LSD

 

LSD (LysergSäureDiäthylamid) wurde zum ersten Mal von einem Chemiker aus der Schweiz namens Albert Hofmann hergestellt. Erst nach fünf Jahren entdeckte er zufällig die psychoaktive Wirkung. LSD ist eine farb-, geruch-und geschmackslose Lösung, die in fester und in flüssiger Form erhältlich ist.

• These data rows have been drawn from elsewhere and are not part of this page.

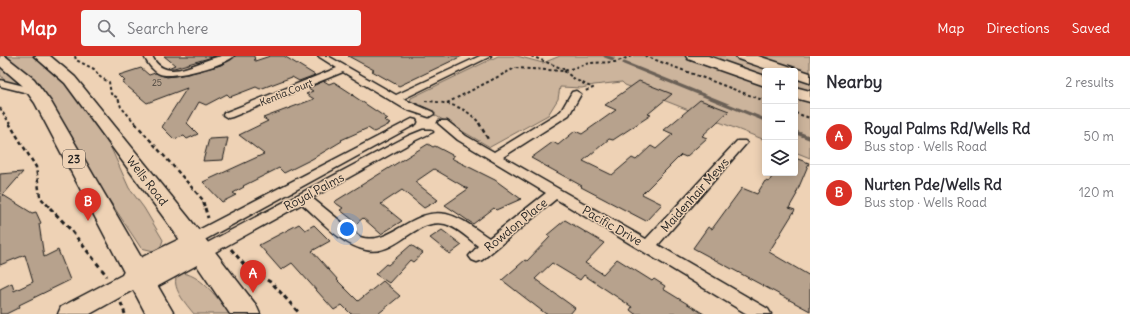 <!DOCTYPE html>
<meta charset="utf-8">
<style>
:root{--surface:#fff;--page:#f7f7f7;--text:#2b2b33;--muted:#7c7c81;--line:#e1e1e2;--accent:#d93025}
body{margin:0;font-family:Delius,sans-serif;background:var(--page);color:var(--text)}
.controls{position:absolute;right:12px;top:12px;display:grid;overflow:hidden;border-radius:4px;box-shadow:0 2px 10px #0003}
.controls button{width:36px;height:36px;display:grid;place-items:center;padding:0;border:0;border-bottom:1px solid var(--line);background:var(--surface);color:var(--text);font:20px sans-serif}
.you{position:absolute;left:347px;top:173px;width:14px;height:14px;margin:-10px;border:3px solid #fff;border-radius:50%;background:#1a73e8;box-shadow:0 0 0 6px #1a73e833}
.badge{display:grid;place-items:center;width:26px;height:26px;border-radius:50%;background:var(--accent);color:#fff;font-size:13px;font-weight:700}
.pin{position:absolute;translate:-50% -33px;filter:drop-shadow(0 1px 2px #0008)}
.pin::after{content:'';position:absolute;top:21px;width:14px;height:12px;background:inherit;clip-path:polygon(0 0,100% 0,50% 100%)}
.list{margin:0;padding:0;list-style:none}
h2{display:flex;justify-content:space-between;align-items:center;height:52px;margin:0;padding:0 16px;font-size:17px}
h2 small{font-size:13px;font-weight:400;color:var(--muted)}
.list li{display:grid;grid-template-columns:26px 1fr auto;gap:12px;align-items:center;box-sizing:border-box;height:56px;padding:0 16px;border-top:1px solid var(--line)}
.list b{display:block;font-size:15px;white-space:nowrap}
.list p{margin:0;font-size:13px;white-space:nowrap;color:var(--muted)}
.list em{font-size:13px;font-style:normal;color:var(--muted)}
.icon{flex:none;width:22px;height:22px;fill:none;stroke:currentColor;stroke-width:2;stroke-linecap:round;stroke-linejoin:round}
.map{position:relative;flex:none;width:810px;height:258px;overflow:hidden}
header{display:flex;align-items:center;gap:24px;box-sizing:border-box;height:56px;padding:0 20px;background:var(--accent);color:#fff}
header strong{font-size:19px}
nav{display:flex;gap:22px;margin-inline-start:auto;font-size:14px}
.search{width:280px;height:36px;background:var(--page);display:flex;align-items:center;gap:10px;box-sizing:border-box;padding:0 14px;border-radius:4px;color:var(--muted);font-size:15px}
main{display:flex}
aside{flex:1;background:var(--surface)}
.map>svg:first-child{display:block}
.green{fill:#ccb49c;stroke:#74685c}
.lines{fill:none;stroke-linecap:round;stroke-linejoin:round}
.stream-far1{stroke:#6b6056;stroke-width:3}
.stream{stroke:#6b6056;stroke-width:4}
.building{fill:#b7a28d;stroke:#1c1c1c}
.minor-casing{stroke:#1c1c1c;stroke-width:3}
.tertiary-casing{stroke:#1c1c1c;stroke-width:3}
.primary-casing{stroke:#1c1c1c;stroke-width:3}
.motorway-casing{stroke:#1c1c1c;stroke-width:3}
.path-far2{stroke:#1c1c1c;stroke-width:2;stroke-dasharray:3 2.5;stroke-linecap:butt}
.path-far1{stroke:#1c1c1c;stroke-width:2.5;stroke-dasharray:4 3;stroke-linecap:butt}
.path{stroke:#1c1c1c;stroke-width:3;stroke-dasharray:4.5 3.5;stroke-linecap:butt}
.minor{fill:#eed2b5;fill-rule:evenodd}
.tertiary{fill:#eed2b5;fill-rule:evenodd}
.primary{fill:#eed2b5;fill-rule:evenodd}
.motorway{fill:#eed2b5;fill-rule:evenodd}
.labels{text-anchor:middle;stroke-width:3;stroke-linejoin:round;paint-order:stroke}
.far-number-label{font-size:9px;fill:#433e38}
.far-street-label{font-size:10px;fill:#1c1c1c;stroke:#eed2b5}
.shield{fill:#eed2b5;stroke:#5b534a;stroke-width:1}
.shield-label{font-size:11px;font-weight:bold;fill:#1c1c1c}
.street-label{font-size:12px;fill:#1c1c1c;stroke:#eed2b5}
</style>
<header>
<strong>Map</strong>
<div class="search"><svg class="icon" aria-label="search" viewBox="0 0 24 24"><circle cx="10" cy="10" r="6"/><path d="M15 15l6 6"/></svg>Search here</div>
<nav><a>Map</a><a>Directions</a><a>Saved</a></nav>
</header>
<main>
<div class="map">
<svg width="810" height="258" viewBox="0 0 810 258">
<rect width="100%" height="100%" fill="#eed2b5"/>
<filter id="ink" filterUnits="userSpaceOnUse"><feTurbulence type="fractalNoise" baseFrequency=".025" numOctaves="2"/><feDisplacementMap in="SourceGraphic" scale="8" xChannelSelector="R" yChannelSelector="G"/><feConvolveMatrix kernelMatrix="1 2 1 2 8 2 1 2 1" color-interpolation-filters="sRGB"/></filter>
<g filter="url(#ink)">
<g class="green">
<polygon points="2,0 32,0 60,21 73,36 111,92 129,132 144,152 163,184 161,190 154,195 141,192 98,127 46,38 30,20"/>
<path d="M498,0H517L543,7L560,0H810V102L795,96V15H765V84L625,29L622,26L594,29L582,32L560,31L558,43L548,59L490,91C463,76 438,60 410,46L411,42Z"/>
<polygon points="0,9 8,14 22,30 6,27 0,18"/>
<path d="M183,217C204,221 217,243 231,258H194C187,249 169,230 178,218Z"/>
</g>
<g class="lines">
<g class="stream-far1">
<polyline points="605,0 613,3"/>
<polyline points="624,7 765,64"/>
</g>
<polyline class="stream" points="795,76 810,82"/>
</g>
<g class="building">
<polygon points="164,0 216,0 174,12 168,12 175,9"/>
<polygon points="235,0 254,0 255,5 270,0 284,0 315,19 299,25 292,21 260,33 256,31 230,41 227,38 206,49 199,46 187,67 198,78 187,83 184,80 174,83 162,71 187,32 147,47 122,26 125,25 119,19 141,12 149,19 155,17 167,21 187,18 221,9"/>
<polygon points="348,0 462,0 399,30 372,15 374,14"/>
<polygon points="324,25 329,28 334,26 354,39 352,39 388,63 384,64 390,68 374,76 368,72 341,84 342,85 312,103 284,117 279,112 243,130 244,131 233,137 236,139 222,146 203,126 264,98 239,79 268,65 263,62 314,43 306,38 313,35 308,32"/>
<polygon points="639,25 672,38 648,58 651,59 613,84 609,83 583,105 612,119 632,102 636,104 651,90 656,93 673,78 664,74 700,44 729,55 702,80 707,82 686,101 681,99 642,138 662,148 646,165 581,131 582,130 531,102 553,86 558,89 575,75 582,78 616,54 605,49"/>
<polygon points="228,82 223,104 203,105 209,83"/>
<polygon points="428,88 433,91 435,90 454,100 451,102 495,124 521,143 496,154 494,152 473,168 445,149 468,133 434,113 415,126 438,144 424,152 402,134 381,148 402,165 381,178 363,162 357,167 340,154 343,152 334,146"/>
<polygon points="795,102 809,107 796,138 797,138 789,152 795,154 769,196 810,220 810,255 693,192 708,171 712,173 742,132 757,138 765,125 769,126 774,117 795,117"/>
<polygon points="23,116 3,139 32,157 36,156 41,167 39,168 44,201 58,194 70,224 19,249 20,251 6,258 0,258 0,233 12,227 14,235 33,226 25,199 0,209 0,118"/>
<polygon points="565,164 604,187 585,207 603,218 617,203 652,225 654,223 665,230 663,233 704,258 635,258 630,254 632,251 584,219 580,224 552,207 535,223 575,252 570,258 546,258 502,224 525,204 527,205 550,181 547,179"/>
<polygon points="299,168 305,174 314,169 330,185 312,195 338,224 337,224 358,245 383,225 400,240 378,258 351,258 342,249 334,254 292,207 281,214 259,189"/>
<polygon points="442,174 462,189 450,198 430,182"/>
<polygon points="411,189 423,197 413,206 410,204 389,227 375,218 386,208 388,209"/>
</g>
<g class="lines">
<defs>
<g id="minor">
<path d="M144,0H152C166,30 200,3 222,0C226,0 230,0 234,0C226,9 173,23 160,18C153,15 147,7 144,0Z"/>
<polygon points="318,0 328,0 396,39 480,0 491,0 403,43 433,56 434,58 429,61 405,53 343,16 232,61 228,62 223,59 224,57 337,12"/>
<polygon points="0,24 40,34 41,36 36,39 0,30"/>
<path d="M576,35L581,38L569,59L503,101L646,183L737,85H745L747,87L745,89L658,189L768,253L771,258H747L556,143L482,204L477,206L472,204L469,200L478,190C469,183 457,171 445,168C415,161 396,201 366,194C341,189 321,164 302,148L206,201L201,203L196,201L193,197L196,193L408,80L423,74H431L433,76L416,84L312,142L360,181C391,191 412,151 446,158C463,162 475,173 489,182L546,137L458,84L438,67L439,65H447L466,80L494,96L561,55L572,36Z"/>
<polygon points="412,63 416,64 417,66 416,68 197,188 192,190 187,188 185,184 187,180"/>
</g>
<polygon id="tertiary" points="192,177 199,179 202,184 196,191 201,189 208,191 211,197 208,203 151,234 143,237 133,234 90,258 58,258 61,251 122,219 128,208"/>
<g id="primary">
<polygon points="0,0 5,0 34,23 51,46 174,258 146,258 35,47 22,29 0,10"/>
<polygon points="34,0 50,0 75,21 189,162 256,249 260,258 230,258 173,174 65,27"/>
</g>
<g id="motorway">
<polygon points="686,0 708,0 765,20 765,30 688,3"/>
<polygon points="736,0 758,0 810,17 810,27 795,22 795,15 773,15 738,3"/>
<polygon points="795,31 810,35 810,46 795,42"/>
</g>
</defs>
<use href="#minor" class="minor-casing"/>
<use href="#tertiary" class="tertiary-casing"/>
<use href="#primary" class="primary-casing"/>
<use href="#motorway" class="motorway-casing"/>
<g class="path-far2">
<polyline points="75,0 76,4 94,13 100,21 109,26 111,38 118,42 121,51 136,68"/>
<polyline points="531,0 566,14"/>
<polyline points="645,0 765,45"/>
<polyline points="564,15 576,24 593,32 585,35"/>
<path d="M425,45C446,46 466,50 480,68"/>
<polyline points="447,47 515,12 564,15 589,7 615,6 632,0"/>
<polyline points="0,52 10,68"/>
<polyline points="795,57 810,62"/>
</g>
<g class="path-far1">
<polyline points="9,67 36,111 40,141 51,153"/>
<polyline points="135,67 203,144 205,153"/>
<polyline points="479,67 489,85"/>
</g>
<g class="path">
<polyline points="50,152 70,173 107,220"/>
<polyline points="205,152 208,162"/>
<polyline points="231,193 247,212 272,227 300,258"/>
<polyline points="121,247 125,258"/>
</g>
<use href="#minor" class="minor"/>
<use href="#tertiary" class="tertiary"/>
<use href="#primary" class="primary"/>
<use href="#motorway" class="motorway"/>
</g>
</g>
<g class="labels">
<g class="far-number-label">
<text x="157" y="30">25</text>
</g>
<g class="far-street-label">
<text transform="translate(286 36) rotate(-22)" y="4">Kentia Court</text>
</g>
<rect class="shield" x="63" y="94" width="22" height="18" rx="3"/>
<g class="shield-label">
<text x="74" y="107">23</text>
</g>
<g class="street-label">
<text transform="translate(147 125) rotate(52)" y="4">Wells Road</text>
<text transform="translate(314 136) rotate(-28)" y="4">Royal Palms</text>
<text transform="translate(695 139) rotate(-48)" y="4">Maidenhair Mews</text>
<text transform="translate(516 169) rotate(-39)" y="4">Rowdon Place</text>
<text transform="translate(612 170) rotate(30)" y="4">Pacific Drive</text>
</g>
</g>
</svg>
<div class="controls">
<button>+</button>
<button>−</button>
<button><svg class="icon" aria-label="layers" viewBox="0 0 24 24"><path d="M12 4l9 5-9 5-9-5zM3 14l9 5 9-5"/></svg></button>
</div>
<div class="you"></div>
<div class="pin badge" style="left:253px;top:237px">A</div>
<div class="pin badge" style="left:88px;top:165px">B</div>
</div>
<aside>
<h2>Nearby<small>2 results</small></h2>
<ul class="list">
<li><span class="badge">A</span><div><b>Royal Palms Rd/Wells Rd</b><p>Bus stop · Wells Road</p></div><em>50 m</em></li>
<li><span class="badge">B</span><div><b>Nurten Pde/Wells Rd</b><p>Bus stop · Wells Road</p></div><em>120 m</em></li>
</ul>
</aside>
</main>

Die wirksamste Wirkung von LSD erfolgt über die Schleimhäute, es wird meist über den Mund aufgenommen. Der Wirkstoffgehalt einer Konsumeinheit (eine Pappe, ein Tropfen) schwankt zwischen 25 und 250_µg (Mikrogramm) LSD. Mikros sind kleine Tabletten, die mit LSD gefüllt sind und werden auch geschluckt.

Dosierungen (_µg_ =Mikrogramm):

·         25 bis 50_µg_Schwellendosis, um erste leichte körperliche und schwache psychische Effekte zu spüren.

·         50 bis 100_µg_Heute üblicherweise auf Parties eingesetzte Dosierung mit mittleren körperlichen und psychischen           Effekten.

·         100 bis 300_µg_stärkere körperliche und psychische Effekte

·         250_µg_von Albert Hofmann bei seinem ersten Selbstversuch freiwilligen LSD-Trip eingenommene Dosis

·         300 bis 500_µg_Äußerst intensives psychedelisches Erlebnis, Halluzinationen, nur für erfahrene Konsumenten

·         500 bis 1.000_µg_sehr hohe Dosierung, die bei der psychedelischen Therapie eingesetzt wird.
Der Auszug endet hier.